Lastly, do not; take the picture with its flash directly on the food. You won’t like the horrific shadows and highlights you’ll create. The results will be bad. It’s better if you aim it into the reflector and have it bounce onto the food. You’ll also need to be careful, though, but no flash on food.
4. Basic Food Photography Props
Every genre of photography has the props with which they make beautiful photos with, and so does food photography. Some basic things will be useful in having a food shoot, and they have been listed below.
- Mini bowls or containers
- Mugs of different sizes
- Plain and designed glass jars
- Large bowls
- Salad Plate
- Utensils, cutleries
- Napkins And towels
- A clean work surface or background
There are also other things to learn about food photography props
- No need to fill your studio with kitchen props.
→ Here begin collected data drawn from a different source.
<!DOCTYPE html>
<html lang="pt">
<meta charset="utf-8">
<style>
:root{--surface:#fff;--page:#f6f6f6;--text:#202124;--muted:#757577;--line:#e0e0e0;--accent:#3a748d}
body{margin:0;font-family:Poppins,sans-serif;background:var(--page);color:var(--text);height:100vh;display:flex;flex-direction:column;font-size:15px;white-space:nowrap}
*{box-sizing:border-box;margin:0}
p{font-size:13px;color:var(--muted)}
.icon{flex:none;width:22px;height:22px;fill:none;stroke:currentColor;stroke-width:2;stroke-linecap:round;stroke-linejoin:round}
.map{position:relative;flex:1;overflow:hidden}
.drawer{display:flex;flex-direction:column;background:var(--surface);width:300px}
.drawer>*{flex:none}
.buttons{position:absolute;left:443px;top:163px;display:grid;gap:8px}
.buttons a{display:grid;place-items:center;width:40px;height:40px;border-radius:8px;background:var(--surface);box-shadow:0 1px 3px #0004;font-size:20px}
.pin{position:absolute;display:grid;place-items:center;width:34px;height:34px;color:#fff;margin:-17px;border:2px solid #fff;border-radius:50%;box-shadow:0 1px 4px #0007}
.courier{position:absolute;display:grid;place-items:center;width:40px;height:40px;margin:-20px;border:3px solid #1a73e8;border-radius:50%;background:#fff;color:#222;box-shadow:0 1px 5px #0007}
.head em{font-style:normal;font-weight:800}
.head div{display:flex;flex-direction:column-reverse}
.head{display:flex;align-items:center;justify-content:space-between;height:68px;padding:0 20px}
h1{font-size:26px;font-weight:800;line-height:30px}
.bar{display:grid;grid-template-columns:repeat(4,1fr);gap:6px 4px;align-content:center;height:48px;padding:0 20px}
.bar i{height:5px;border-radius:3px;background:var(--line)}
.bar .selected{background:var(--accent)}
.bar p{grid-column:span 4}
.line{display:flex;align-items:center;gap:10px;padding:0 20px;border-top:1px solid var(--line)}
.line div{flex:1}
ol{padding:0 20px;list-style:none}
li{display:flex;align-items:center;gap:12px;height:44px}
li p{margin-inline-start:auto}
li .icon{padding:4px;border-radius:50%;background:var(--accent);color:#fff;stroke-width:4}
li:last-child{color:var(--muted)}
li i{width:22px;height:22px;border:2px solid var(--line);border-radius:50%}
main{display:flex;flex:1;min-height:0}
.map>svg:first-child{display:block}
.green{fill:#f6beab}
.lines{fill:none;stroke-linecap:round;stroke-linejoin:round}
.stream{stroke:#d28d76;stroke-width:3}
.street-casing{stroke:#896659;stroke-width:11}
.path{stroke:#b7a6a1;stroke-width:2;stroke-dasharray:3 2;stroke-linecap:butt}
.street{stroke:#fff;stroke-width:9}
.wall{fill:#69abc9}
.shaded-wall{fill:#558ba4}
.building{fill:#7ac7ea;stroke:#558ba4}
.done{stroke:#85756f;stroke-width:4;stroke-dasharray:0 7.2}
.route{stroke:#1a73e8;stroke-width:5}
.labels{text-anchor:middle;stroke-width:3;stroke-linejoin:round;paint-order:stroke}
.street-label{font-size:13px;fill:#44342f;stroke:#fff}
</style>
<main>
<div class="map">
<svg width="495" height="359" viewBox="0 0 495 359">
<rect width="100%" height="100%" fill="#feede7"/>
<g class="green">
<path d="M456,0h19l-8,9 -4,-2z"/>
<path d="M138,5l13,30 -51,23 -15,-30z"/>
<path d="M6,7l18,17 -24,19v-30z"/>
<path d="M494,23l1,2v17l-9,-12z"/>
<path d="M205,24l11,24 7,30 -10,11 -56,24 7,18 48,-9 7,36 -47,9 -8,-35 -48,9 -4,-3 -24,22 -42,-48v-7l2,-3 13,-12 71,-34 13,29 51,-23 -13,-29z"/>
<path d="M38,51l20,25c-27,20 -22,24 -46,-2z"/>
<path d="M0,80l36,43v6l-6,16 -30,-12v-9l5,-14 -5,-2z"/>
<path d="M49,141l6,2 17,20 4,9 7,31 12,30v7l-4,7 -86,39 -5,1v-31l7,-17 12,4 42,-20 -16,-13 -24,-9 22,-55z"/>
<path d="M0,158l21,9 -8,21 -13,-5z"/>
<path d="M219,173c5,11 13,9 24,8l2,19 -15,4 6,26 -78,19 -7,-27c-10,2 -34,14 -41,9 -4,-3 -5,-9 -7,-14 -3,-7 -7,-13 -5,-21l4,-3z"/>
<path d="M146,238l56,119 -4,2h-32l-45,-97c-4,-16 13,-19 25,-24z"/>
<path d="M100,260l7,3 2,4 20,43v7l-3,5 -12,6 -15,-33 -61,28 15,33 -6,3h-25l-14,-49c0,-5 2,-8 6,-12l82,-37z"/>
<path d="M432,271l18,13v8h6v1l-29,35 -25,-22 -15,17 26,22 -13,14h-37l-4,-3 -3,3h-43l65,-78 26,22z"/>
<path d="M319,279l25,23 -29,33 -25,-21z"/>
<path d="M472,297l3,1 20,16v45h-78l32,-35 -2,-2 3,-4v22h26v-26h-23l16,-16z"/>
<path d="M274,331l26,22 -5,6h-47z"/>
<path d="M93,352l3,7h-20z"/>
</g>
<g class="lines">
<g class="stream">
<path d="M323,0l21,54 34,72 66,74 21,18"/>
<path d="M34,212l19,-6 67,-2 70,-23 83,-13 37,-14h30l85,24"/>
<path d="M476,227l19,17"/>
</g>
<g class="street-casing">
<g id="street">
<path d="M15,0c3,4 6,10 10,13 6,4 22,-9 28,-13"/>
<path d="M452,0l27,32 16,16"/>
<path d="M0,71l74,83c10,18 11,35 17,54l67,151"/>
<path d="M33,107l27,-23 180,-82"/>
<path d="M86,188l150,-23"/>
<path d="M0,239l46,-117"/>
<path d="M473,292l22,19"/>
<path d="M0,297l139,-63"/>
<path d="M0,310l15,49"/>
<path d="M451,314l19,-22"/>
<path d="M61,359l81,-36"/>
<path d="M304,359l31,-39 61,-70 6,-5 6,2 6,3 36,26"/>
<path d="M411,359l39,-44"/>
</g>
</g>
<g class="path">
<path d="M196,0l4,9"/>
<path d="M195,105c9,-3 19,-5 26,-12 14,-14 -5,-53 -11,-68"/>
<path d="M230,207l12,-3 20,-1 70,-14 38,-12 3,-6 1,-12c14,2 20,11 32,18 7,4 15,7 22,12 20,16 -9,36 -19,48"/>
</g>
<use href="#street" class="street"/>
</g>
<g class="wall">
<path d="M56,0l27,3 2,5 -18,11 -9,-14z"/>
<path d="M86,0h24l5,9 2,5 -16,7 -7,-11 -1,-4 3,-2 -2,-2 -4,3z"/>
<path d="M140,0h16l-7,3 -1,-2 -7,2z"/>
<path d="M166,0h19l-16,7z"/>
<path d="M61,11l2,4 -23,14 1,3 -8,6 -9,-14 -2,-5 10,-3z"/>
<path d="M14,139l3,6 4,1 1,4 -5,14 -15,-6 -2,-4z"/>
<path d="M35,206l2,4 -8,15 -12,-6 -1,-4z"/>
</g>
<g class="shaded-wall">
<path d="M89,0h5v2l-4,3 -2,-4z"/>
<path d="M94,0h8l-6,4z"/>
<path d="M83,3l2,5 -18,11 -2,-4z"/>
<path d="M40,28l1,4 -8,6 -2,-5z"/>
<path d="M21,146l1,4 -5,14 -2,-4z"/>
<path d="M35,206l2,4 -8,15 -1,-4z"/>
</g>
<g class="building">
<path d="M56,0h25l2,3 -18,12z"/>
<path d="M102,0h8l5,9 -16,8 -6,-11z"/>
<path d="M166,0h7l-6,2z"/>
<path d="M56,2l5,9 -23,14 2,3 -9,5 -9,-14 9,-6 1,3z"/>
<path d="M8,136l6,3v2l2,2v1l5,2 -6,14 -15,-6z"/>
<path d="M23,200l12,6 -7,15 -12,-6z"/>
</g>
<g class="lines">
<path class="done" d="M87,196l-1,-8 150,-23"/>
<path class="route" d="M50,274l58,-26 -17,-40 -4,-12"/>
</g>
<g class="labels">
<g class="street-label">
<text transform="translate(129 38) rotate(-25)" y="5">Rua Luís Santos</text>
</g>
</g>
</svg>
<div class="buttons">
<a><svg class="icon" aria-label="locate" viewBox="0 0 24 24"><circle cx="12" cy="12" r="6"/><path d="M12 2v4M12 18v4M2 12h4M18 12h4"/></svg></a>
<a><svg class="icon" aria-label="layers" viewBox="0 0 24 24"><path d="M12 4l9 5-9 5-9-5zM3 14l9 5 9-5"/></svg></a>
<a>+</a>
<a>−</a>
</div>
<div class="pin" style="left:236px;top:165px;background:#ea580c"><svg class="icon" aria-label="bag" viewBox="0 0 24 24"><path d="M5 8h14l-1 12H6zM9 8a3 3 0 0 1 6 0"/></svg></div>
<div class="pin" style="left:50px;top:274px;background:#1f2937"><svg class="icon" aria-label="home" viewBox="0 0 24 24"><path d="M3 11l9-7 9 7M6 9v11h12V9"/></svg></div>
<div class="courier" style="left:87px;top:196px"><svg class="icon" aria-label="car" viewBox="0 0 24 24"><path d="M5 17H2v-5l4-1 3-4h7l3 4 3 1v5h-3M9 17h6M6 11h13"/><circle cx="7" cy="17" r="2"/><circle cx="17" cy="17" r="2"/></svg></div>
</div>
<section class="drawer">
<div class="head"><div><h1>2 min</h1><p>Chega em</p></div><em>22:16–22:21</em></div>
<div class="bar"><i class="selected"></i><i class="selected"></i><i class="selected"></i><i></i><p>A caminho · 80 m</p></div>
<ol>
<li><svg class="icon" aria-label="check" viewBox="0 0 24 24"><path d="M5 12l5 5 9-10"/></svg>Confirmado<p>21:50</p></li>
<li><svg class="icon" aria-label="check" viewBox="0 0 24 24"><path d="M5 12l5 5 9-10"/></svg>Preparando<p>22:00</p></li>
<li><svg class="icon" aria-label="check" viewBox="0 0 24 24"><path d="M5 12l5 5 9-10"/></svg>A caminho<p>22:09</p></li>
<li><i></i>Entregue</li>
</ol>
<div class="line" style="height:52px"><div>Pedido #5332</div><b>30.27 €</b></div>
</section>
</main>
- It doesn’t have to be very expensive, you can improvise and be creative.
- Go for small sized plates and bowls, they fit better into the camera.
5 Of The Most Famous Food Photographers
Below are 5 of the best food photographers around (in alphabetical order).
1. Beatrice Peltre
Beatrice Peltre is a food photographer who HAS created a reputation for herself by shooting in natural environments, with natural lighting and sometimes the simplest props. Her simplicity makes her photography unique. You can check out her work on this site Beatrice Peltre Food Styling and Photography.
2. Clarke Barboza
Now, this woman you can’t just refer to as a food photographer because she doesn’t just take pictures of food. She tells the story behind the food. Everything, from where the seeds were planted, who nurtured them, the chef that made the food, the cultures and communities that celebrate this food. Simply put, she does her homework. Feel free to check her up here Clare Barboza Photography.
3. Carl Warner
This photographer is the envy of the world as most people would want to be in his position. His cartoon-like scenes and foodscapes with broccoli forests are widely used in food advertisements up till today. Check out his work here Carl Warner.
4. Keiko Oikawa
While some people have to learn food photography, Keiko learned it herself. She’s an ardent food blogger, and her pictures are very sensual and delicate. You might want to check out her portfolio here Keiko Oikawa.
5. Tim Hill
As number one, you would be wondering what makes him so different or special. Tim is a London-based food photographer who is bold about his choice of backdrop and food combination. Some people would shy away from using a busy backdrop and a busy meal, but Tim has got the magic. And he uses it. Check his work out here Tim Hill Food Photographer.